20 Must Visit SQL Questions For Interviews

Last Updated on February 19, 2026 by Editorial Team

Author(s): Ananya

Originally published on Towards AI.

Q1. Find the total number of orders placed by a customer (101) in a day.

Table: Order_Details

cust_id | order_id | order_date

Code:

select

date_trunc(‘day’, order_date) as day,

cust_id as customers

count(distinct order_id) as orders

from Order_Details

where cust_id = 101

group by 1

Q2. Find the Monthly Cart Conversion Rate for a store with store code ‘APJ’
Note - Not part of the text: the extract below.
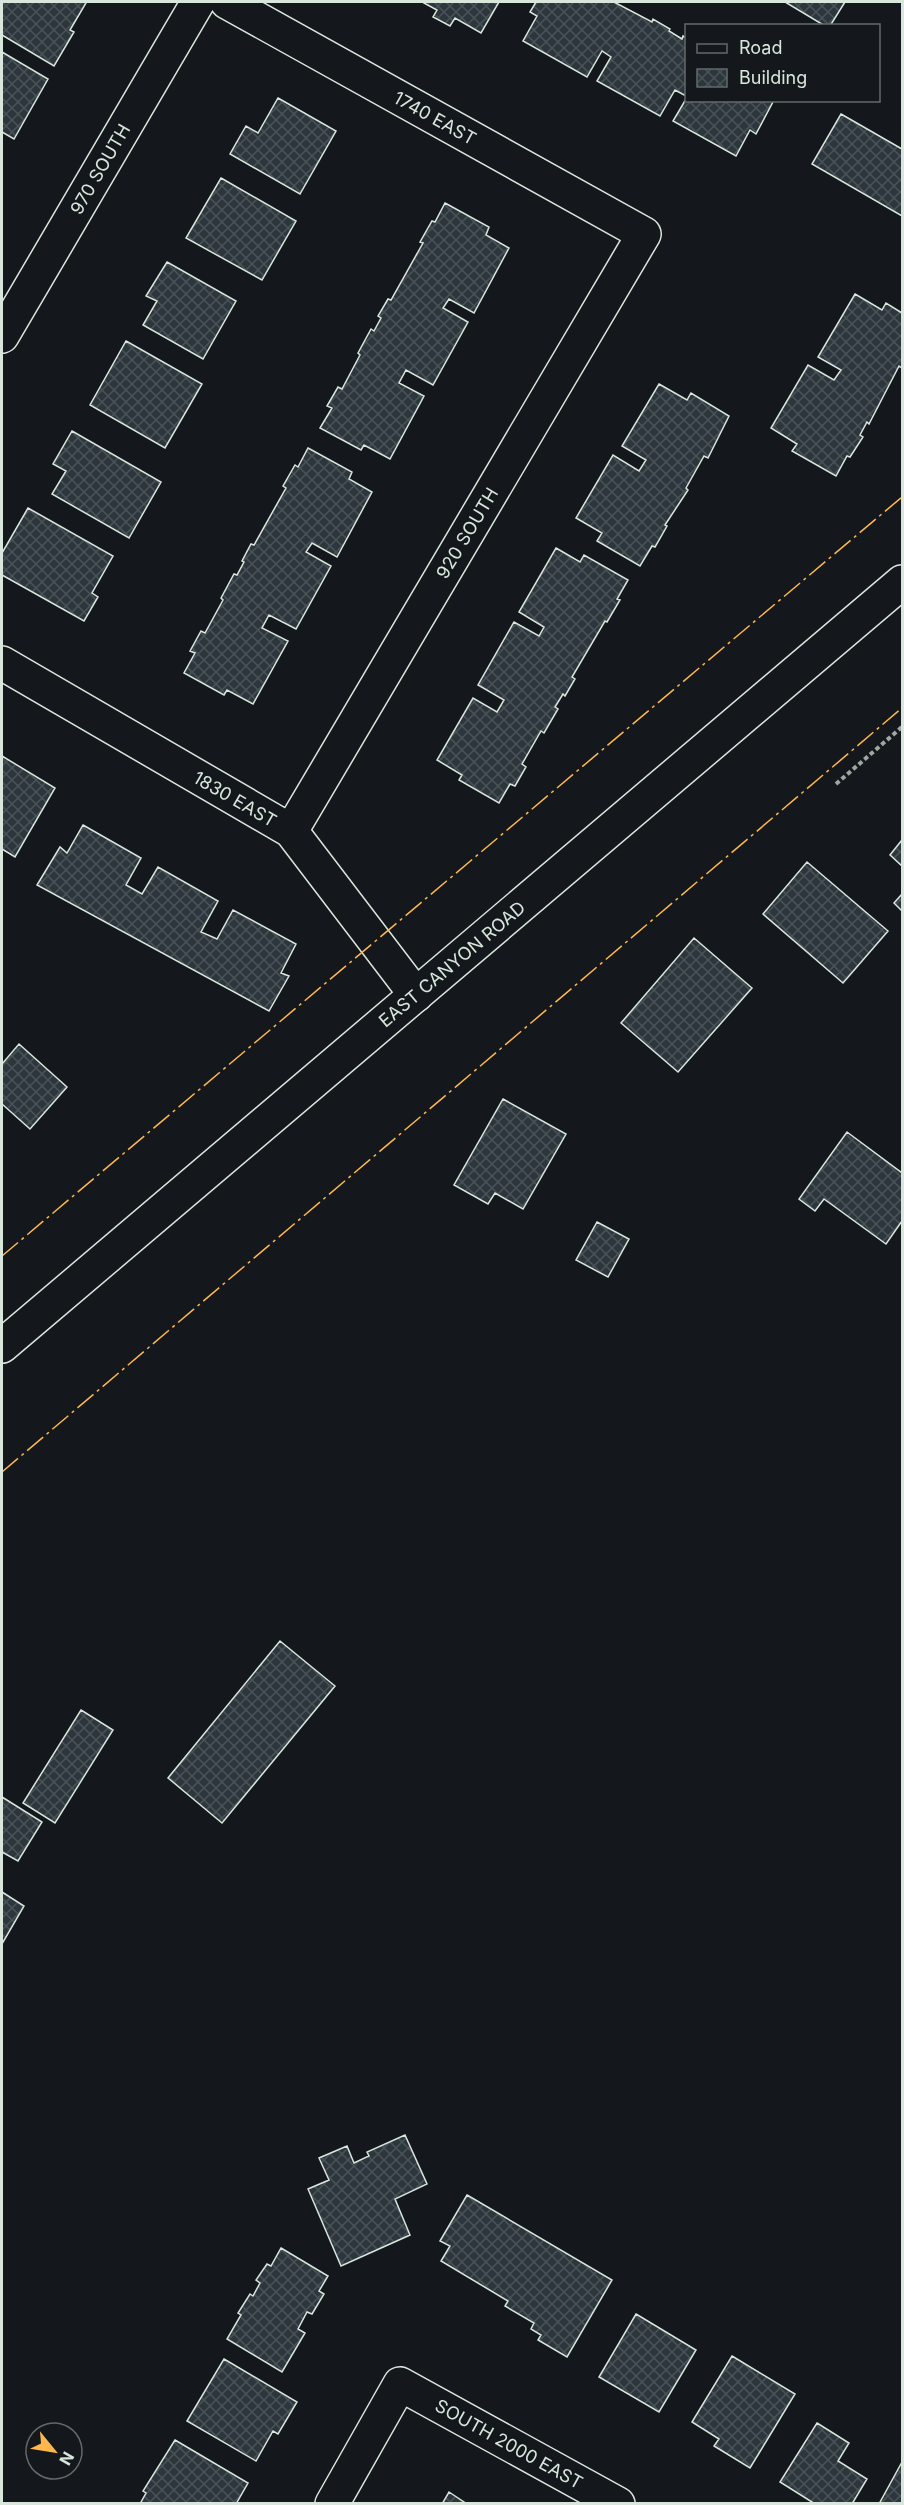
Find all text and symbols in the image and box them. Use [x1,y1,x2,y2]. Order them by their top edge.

Event can be add_to_cart or checkout — item is added to cart and then checked out.
Cart Conversion Rate = Total Items Checked out / Total Items Added to Cart

Table: stores

store_code | item_id | event | event_time_utc

Code:

select

date_trunc(‘day’, event_time_utc) as day,
count(distinct case when event = ‘add_to_cart’ then item_id else null end)/

count(distinct case when event = ‘checkout’ then item_id else null end) as conversion_rate

from stores

where store_code = ‘APJ’

group by 1

Q3. Create a daily funnel of authentication events such that first column is — page_view, second column is password_collect, third column is signin_attempt and fourth column is signin_success

Column event_name mapping to each of these activities —

pageview, password_collect, signin_attempt, signin_success

Table: auth_events

user_id | event_name | event_time_utc

Code:

Select

date_trunc(‘day’, event_time_utc) as day,

count(distinct case when event_name = ‘pageview’ then user_id else null end) as page_view,

count(distinct case when event_name = ‘password_collect’ then user_id else null end) as password_collect,

count(distinct case when event_name = ‘sigin_attempt’ then user_id else null end ) as signin_attempt,

count(distinct case when event_name = ‘signin_success’ then user_id else null end) as signin_success

from auth_events

group by 1

Q4. Get minimum, average and maximum sales for each month.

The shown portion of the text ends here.